RL Framework for LLMs
Three Basic Ingredients
RL for LLMs usually has three moving parts:
- Generate output: the model samples one or more responses from its current policy.
- Evaluate reward: a rule, verifier, reward model, or human-preference model scores each response.
- Update parameters: the model is trained to increase the probability of better responses while keeping updates stable.
The main modeling choice is how to view text generation as a reinforcement-learning problem.
One-Step MDP
In a one-step MDP, the model generates the whole response as one action.
- State: the prompt, or prompt plus context.
- Action: a complete response.
- Policy: the LLM distribution \(p_\theta(y \mid x)\).
- Reward: a scalar score on the full generated sequence.
Example:
Prompt: What is 2 + 3?
Response: Let's think step by step. 2 + 3 = 5.
Reward: 1 if the final answer is correct, otherwise 0.

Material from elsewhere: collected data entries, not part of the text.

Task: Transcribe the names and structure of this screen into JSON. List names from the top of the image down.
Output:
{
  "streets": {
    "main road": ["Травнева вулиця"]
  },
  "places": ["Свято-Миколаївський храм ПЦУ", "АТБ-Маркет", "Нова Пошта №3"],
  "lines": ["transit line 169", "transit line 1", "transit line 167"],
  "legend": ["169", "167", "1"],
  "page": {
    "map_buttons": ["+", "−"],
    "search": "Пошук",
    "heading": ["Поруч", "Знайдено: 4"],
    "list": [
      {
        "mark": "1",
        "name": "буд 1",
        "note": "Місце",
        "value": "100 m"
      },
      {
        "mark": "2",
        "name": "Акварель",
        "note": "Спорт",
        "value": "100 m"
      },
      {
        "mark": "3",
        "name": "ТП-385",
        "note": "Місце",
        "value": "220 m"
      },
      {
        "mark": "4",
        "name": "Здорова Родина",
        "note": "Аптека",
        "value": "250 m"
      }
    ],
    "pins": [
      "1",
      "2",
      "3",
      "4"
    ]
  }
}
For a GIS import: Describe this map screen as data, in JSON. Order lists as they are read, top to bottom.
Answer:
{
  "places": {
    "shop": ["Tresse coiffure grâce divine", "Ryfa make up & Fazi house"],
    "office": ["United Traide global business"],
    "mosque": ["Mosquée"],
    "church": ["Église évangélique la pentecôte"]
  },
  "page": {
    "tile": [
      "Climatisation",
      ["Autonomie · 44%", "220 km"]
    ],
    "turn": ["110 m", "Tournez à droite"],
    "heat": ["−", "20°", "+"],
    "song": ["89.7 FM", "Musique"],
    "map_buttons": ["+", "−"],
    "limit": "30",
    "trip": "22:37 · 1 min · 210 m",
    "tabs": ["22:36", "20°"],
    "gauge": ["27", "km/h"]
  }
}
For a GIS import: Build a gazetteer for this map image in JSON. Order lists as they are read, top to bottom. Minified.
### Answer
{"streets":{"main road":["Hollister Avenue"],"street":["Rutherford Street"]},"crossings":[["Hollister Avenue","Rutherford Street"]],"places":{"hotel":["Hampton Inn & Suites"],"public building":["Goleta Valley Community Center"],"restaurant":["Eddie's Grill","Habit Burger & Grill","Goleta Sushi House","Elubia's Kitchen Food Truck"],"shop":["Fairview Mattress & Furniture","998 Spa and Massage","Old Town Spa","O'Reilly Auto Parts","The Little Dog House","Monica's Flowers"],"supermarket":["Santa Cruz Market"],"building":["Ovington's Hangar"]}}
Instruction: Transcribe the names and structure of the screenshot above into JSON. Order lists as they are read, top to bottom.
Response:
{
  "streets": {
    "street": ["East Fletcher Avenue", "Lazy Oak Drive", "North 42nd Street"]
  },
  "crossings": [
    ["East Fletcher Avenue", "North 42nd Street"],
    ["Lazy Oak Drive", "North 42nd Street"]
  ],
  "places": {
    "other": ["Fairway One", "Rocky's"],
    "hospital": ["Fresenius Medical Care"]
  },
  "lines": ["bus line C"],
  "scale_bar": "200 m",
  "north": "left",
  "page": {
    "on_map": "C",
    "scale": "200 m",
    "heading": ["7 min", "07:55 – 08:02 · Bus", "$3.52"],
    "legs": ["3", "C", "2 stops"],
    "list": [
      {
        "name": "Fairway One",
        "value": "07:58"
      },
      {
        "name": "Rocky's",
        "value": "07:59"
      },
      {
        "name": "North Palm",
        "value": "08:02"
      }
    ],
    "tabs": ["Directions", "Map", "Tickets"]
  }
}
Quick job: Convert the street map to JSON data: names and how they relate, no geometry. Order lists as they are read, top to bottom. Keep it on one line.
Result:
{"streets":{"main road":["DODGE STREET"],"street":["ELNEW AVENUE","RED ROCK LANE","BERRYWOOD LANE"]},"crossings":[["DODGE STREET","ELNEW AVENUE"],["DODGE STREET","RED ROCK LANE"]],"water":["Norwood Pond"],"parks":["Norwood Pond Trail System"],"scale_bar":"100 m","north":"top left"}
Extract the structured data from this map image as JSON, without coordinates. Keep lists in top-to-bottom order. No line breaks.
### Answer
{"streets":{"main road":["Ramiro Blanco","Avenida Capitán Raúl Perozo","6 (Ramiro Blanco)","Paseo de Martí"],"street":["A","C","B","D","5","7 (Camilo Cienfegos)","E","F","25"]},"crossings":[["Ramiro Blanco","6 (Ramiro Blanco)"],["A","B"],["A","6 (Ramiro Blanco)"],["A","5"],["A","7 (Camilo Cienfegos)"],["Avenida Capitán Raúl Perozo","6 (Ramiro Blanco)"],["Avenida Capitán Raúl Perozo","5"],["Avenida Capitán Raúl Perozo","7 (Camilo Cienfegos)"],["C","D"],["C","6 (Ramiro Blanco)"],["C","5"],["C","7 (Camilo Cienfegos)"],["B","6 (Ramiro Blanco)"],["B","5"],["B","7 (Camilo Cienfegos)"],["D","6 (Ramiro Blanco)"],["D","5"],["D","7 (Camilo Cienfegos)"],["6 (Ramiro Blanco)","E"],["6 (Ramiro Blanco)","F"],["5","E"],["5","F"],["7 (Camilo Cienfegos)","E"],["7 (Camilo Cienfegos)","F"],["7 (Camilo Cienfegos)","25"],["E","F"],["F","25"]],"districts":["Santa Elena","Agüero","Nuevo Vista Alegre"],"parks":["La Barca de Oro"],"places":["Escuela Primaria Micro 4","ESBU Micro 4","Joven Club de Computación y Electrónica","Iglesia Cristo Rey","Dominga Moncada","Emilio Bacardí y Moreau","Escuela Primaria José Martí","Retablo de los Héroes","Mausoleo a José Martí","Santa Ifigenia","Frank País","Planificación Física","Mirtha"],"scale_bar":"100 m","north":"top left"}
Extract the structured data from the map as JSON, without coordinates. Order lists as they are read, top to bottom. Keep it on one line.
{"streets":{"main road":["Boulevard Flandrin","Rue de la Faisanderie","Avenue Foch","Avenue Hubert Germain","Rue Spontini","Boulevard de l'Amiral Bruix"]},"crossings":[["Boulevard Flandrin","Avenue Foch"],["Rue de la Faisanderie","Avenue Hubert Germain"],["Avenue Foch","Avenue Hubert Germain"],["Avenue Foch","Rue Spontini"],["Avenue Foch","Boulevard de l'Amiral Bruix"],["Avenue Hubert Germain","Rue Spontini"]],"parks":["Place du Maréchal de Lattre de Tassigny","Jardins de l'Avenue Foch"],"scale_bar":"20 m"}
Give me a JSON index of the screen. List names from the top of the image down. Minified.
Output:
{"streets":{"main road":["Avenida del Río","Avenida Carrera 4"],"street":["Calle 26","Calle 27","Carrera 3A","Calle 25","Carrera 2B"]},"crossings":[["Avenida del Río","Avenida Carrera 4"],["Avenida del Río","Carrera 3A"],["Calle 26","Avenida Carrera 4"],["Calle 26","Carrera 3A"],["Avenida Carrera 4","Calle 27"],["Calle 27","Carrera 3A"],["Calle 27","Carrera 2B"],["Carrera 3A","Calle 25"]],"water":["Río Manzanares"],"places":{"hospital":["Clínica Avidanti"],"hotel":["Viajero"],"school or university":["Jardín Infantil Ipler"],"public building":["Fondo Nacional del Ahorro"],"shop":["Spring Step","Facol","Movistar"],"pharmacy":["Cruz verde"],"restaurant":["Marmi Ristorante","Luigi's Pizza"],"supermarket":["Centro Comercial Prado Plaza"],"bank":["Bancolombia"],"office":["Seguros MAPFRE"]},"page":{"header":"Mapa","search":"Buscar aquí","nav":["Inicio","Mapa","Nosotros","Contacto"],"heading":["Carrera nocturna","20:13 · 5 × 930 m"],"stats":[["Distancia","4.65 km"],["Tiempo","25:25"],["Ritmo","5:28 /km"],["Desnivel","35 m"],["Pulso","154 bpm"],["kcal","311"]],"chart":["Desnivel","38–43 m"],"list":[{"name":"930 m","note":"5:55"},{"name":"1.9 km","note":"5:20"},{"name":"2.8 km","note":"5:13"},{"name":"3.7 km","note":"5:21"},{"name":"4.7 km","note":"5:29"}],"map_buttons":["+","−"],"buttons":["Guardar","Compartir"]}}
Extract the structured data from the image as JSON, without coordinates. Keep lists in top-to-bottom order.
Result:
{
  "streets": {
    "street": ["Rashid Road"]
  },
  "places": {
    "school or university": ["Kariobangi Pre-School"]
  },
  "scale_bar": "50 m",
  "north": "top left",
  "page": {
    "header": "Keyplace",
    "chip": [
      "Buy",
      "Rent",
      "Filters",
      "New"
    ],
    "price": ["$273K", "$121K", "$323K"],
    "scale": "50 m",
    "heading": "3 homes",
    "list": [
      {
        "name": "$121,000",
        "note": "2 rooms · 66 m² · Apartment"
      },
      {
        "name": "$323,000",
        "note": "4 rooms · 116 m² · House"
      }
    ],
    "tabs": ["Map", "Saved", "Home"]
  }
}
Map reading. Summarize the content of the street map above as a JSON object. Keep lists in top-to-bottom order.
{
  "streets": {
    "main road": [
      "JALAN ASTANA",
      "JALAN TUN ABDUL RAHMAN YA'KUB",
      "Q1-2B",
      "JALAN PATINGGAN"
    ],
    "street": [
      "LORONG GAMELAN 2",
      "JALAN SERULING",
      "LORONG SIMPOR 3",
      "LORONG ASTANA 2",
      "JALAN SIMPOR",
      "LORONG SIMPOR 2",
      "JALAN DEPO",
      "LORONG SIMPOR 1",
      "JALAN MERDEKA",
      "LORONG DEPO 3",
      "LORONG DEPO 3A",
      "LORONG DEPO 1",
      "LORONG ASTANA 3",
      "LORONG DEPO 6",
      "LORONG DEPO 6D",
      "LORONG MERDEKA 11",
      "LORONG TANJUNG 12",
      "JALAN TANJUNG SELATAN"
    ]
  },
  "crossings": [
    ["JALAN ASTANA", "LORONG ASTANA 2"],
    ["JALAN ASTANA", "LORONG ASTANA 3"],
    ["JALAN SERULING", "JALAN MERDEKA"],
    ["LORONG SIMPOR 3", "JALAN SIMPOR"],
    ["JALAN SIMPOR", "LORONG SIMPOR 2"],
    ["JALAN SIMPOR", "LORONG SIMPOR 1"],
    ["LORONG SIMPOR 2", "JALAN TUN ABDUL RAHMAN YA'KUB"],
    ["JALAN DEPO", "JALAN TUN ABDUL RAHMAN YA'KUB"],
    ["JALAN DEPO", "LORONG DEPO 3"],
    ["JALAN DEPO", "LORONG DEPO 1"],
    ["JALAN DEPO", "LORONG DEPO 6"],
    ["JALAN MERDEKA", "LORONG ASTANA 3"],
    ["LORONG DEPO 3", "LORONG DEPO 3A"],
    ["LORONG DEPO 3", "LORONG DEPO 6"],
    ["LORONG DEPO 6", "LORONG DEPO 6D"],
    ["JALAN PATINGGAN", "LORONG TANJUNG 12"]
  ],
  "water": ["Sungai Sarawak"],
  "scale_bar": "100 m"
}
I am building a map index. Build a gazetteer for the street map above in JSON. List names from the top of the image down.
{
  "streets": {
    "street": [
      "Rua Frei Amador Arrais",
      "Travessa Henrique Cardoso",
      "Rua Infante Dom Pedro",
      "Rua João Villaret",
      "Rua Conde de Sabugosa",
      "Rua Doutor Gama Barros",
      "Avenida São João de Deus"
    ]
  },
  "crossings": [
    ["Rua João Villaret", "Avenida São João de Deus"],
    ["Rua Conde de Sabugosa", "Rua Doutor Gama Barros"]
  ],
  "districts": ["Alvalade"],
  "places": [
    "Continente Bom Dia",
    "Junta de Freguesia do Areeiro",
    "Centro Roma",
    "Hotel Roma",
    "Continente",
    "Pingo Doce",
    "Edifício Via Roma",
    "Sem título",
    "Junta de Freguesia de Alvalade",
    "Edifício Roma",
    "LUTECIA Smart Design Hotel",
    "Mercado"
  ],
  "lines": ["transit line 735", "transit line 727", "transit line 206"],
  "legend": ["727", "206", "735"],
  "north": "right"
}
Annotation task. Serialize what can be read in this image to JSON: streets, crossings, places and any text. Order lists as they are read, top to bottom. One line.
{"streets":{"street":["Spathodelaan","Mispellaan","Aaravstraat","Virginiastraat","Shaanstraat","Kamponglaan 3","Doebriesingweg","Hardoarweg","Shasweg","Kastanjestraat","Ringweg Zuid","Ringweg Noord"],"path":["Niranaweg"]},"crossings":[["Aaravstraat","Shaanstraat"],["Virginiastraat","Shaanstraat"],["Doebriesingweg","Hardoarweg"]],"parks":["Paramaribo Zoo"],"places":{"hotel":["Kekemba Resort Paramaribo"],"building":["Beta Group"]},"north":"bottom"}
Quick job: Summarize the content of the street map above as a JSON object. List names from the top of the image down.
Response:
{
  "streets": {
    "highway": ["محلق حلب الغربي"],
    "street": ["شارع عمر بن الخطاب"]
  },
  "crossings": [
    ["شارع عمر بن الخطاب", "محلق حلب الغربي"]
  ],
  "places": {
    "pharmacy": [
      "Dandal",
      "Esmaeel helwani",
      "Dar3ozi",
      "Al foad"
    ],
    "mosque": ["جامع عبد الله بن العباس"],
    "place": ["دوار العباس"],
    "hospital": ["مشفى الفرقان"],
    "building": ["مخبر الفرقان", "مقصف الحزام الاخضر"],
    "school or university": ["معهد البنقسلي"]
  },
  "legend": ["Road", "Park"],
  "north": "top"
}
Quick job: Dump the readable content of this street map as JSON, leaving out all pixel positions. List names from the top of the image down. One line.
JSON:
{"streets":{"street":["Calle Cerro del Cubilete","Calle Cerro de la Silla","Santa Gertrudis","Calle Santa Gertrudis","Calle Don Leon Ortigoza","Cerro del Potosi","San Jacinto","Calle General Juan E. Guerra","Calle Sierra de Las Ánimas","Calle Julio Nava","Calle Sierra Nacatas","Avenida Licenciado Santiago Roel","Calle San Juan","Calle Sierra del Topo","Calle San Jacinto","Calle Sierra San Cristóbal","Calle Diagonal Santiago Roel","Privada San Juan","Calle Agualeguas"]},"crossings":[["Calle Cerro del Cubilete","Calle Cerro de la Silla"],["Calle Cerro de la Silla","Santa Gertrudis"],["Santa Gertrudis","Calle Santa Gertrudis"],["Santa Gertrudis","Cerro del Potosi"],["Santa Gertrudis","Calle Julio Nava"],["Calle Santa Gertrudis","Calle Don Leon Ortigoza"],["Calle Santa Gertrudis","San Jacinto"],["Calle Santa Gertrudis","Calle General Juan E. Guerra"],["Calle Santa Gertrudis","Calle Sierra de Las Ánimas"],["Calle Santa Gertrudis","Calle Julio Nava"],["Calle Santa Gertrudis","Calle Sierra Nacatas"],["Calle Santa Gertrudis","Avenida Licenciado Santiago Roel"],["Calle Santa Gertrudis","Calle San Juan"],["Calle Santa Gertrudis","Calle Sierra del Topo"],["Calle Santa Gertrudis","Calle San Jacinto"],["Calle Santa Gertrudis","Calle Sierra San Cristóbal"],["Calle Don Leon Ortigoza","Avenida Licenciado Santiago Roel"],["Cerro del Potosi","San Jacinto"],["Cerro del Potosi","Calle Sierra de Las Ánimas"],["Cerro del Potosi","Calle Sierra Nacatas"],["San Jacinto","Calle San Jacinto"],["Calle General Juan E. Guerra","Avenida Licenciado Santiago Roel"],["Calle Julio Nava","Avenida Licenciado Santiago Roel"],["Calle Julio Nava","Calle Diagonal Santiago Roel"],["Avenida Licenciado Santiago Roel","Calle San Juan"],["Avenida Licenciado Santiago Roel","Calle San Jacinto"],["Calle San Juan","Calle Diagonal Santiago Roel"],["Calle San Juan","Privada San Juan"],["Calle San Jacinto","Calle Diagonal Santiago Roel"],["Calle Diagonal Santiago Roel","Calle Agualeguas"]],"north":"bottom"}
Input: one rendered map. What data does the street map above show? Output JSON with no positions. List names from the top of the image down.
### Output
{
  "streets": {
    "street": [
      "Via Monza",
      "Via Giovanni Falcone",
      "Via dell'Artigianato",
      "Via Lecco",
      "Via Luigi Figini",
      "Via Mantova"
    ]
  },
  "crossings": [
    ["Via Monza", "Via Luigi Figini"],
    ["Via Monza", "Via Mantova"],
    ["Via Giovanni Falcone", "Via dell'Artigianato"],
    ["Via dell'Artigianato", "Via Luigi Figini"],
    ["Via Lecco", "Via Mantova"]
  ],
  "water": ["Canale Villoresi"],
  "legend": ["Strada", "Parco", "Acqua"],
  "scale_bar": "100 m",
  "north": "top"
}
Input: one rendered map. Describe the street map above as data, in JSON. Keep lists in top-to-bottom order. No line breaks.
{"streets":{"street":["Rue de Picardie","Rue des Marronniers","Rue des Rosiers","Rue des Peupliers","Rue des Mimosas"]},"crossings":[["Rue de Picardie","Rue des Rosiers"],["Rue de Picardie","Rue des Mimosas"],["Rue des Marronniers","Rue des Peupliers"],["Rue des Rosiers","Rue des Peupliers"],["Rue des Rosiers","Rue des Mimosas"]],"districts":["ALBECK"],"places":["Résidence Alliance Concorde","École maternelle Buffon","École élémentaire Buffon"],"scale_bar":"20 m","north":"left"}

This view is clean and often useful when the reward is only available after the full answer is generated.
Token-Level MDP
In a token-level MDP, generation is treated as a sequence of actions.
- State: the prompt plus tokens generated so far.
- Action: the next token.
- Policy: \(p_\theta(y_t \mid y_{<t}, x)\).
- Reward: usually zero at intermediate steps and nonzero at the end.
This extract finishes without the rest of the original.